The AIM-traded firm, which was holding its annual general meeting, said margins in both the new retail and fleet channels had remained strong as a result.
It said it had also seen supply constraints continue in used cars, which was having two effects.
“Firstly, combined with the comparative period reflecting post lockdown pent-up demand, it has resulted in the group seeing an expected significant decline in like-for-like used car volumes in May compared to the previous year,” the board explained in its statement.
“Secondly, the group has been able to maintain strong retention of gross profit on used cars, with per unit profit in May at above prior year levels, as used car prices stabilised.
“The group's high-margin after-sales departments benefited from additional working days in May, which drove revenues above prior levels.”
Vertu said it was continuing to make progress in its parts departments and accident repair centres.
“The market outlook remains unclear due to uncertainty of consumer demand and vehicle supply although new vehicle supply is anticipated to improve gradually in the months ahead.
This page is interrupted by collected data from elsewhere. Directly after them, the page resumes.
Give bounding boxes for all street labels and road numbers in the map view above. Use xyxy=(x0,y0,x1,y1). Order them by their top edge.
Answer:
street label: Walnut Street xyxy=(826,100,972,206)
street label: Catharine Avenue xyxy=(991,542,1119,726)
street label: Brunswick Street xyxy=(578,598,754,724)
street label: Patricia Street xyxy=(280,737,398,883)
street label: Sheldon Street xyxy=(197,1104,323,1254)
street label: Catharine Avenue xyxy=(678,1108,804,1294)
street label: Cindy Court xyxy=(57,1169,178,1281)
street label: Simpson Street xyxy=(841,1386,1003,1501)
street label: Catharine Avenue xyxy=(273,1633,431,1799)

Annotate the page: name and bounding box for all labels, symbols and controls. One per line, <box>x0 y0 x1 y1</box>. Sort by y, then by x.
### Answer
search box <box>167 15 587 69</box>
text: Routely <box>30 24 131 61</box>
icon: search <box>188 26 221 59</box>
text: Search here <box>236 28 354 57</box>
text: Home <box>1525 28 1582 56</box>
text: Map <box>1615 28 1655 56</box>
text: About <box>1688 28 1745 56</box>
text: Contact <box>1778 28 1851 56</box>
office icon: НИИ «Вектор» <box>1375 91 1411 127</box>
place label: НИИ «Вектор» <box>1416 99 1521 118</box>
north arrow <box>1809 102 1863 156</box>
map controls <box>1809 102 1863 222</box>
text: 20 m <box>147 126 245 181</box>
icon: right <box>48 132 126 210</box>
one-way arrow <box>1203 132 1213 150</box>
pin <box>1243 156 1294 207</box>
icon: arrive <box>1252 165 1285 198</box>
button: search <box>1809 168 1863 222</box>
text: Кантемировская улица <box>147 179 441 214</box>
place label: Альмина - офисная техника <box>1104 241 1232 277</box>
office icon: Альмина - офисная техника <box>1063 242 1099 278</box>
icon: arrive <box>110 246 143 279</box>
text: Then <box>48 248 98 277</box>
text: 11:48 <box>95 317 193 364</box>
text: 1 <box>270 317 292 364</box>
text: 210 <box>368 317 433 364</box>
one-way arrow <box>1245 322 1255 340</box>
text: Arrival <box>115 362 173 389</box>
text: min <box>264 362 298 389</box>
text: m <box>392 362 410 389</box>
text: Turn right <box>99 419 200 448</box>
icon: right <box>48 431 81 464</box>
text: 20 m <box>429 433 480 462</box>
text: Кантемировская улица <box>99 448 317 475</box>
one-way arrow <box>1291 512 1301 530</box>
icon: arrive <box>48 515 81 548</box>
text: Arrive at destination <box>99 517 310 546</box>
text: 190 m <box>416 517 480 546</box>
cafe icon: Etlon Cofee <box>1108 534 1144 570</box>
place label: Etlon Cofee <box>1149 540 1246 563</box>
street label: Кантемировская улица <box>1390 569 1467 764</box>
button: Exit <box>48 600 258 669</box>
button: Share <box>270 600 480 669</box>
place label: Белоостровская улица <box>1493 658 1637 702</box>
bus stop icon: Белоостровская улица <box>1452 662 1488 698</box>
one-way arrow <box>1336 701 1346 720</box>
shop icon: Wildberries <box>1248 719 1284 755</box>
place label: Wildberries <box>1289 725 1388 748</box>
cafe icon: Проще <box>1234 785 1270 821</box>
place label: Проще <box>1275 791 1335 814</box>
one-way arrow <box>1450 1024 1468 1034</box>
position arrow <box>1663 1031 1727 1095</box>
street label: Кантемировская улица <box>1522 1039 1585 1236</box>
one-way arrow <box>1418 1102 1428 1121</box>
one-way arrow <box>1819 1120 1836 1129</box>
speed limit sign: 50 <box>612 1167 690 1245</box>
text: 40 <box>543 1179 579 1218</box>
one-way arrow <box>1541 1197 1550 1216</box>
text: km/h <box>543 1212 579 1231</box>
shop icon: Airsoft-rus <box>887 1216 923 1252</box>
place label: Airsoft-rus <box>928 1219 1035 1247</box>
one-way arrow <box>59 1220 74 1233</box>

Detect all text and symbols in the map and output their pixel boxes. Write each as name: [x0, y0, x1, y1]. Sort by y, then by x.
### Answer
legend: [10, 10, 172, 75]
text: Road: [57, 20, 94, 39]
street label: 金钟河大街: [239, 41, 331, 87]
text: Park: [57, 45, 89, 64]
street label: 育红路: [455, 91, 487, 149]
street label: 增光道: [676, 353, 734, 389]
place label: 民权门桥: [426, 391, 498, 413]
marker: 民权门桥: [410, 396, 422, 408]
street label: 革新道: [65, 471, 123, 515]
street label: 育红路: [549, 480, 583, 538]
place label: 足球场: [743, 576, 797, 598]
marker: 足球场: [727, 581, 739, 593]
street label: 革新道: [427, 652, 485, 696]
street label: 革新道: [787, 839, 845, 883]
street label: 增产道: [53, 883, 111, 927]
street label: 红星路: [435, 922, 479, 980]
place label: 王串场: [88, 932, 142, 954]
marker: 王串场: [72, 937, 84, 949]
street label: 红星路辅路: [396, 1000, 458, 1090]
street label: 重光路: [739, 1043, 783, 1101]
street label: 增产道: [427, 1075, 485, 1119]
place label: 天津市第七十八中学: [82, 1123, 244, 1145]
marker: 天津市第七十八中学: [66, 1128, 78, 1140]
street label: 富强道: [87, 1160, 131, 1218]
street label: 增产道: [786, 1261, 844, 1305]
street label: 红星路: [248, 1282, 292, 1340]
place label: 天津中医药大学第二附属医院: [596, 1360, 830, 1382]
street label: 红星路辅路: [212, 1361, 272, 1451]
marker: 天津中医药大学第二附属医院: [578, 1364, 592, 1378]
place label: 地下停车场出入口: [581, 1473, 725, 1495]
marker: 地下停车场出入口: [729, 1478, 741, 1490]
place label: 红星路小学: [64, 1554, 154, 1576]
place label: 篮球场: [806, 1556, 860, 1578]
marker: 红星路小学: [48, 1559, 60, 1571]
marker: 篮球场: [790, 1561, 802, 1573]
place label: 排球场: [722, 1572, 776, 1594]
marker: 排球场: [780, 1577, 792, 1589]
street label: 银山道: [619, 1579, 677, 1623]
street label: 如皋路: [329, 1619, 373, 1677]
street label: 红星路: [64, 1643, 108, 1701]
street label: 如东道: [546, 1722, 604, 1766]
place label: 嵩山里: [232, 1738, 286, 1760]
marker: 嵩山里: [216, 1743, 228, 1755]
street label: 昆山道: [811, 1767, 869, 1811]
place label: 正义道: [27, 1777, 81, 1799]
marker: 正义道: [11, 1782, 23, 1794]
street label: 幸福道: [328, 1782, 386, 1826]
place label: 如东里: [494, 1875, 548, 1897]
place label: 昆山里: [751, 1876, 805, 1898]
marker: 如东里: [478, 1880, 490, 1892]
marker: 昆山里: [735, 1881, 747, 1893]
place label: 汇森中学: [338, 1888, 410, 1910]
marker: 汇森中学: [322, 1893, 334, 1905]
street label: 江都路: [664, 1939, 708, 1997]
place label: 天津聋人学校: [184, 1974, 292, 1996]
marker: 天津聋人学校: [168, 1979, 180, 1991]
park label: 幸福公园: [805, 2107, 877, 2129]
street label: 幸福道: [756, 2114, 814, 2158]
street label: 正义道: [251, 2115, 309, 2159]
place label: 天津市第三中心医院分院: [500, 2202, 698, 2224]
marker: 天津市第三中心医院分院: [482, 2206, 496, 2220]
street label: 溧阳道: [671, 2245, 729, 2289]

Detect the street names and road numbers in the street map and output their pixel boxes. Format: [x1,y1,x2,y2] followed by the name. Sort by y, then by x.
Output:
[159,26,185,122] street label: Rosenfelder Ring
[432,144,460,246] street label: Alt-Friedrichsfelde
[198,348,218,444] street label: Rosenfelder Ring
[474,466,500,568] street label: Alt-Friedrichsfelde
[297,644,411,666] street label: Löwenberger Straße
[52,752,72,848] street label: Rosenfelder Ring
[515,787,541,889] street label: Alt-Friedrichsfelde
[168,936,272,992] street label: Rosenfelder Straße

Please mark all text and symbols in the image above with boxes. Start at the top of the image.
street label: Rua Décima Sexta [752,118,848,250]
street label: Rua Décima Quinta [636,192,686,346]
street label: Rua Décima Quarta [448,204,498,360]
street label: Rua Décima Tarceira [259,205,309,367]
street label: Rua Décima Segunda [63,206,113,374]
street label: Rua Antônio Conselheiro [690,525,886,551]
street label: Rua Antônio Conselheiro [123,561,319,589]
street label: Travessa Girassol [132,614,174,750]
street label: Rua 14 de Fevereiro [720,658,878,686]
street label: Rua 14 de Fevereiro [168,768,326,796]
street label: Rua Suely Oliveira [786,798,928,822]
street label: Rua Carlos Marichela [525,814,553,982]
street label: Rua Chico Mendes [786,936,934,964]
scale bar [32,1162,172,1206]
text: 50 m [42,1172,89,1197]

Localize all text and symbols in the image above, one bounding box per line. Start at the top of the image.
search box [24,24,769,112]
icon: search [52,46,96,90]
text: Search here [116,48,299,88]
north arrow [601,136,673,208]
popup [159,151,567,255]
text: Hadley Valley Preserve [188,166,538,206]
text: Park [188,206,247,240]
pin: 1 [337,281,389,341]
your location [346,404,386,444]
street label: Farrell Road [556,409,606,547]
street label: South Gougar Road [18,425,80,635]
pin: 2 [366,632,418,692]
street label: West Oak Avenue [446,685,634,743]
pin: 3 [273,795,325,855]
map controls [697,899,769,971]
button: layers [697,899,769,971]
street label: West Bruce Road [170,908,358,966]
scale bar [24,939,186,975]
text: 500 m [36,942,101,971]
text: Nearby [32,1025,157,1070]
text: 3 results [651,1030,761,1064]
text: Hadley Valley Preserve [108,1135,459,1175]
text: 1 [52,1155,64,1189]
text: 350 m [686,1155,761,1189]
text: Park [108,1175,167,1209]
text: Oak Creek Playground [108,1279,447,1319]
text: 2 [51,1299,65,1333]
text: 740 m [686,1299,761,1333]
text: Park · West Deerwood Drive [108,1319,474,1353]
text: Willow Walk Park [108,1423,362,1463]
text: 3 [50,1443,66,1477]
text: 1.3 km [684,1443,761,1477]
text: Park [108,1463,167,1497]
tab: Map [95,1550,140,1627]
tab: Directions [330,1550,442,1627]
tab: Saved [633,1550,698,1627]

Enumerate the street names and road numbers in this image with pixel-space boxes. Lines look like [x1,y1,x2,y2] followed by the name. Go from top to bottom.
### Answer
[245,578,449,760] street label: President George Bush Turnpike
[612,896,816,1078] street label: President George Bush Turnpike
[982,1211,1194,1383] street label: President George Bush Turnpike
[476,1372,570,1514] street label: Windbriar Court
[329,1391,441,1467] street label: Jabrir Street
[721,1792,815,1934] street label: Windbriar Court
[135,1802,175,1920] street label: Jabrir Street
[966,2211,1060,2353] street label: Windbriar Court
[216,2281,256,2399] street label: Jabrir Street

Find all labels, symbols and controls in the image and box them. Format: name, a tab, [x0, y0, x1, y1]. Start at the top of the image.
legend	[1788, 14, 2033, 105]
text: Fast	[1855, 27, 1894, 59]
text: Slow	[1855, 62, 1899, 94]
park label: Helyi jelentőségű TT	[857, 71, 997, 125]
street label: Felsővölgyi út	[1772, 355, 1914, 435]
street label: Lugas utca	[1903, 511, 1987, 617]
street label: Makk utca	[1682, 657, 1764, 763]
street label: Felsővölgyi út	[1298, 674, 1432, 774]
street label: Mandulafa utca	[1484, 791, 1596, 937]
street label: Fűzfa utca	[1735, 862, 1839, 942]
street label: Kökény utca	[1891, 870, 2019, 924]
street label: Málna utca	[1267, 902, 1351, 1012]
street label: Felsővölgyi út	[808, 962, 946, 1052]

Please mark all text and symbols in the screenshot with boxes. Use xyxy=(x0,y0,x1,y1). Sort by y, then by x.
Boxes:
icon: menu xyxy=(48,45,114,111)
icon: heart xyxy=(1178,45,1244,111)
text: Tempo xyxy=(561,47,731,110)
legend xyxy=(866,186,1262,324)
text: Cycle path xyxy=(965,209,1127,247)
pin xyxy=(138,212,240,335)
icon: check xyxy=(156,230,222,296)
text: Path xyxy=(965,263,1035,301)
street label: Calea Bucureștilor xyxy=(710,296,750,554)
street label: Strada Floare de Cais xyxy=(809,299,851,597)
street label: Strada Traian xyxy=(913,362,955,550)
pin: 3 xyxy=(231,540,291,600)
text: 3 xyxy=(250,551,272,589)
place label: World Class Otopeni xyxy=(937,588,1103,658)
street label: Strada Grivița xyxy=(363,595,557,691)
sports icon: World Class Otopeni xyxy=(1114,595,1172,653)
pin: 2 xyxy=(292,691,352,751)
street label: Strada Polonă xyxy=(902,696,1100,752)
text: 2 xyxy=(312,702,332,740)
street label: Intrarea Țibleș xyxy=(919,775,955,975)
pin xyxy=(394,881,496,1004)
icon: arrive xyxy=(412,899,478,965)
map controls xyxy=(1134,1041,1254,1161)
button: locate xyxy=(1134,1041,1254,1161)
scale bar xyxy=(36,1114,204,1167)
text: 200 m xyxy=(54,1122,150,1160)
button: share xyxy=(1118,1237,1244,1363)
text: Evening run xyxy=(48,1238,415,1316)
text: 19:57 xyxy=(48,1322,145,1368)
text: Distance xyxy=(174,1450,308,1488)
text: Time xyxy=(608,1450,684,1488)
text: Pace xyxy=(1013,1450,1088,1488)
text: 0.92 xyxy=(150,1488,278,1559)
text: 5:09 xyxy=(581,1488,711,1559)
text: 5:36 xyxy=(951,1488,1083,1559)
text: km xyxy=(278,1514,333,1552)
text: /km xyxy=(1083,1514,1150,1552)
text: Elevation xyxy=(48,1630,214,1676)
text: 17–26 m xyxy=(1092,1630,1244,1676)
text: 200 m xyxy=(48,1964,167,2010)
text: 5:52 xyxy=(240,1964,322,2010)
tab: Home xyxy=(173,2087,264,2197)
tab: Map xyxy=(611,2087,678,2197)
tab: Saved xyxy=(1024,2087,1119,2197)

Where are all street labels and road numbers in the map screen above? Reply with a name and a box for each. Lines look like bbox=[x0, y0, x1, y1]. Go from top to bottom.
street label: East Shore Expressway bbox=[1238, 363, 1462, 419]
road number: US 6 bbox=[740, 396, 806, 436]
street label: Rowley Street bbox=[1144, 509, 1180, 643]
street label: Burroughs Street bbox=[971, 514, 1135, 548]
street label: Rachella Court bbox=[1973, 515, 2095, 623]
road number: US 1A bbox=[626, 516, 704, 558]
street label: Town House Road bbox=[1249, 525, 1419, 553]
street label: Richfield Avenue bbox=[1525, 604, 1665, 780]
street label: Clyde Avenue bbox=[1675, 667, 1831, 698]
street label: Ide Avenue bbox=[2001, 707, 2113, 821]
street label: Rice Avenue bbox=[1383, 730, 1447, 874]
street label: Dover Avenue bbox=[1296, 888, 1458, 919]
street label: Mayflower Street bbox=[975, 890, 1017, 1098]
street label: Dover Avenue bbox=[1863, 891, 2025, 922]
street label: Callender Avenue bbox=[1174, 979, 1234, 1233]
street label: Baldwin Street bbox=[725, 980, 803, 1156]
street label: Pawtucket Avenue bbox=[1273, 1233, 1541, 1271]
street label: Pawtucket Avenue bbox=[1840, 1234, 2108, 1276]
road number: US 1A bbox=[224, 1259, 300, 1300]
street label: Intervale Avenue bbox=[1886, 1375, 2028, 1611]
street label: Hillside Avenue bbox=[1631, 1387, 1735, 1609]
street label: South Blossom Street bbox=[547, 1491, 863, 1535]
“The group has had a strong start to the financial year but it is premature at this stage to indicate any changes to market expectations of the full year trading profits.”
Vertu’s management said it remained focussed on delivering “operational excellence” around cost, conversion and customer experience.
“In addition, the group continues to evaluate and execute acquisition opportunities as it seeks to deliver its core strategic objective of growth.”
At 0847 BST, shares in Vertu Motors were up 0.43% at 53.33p.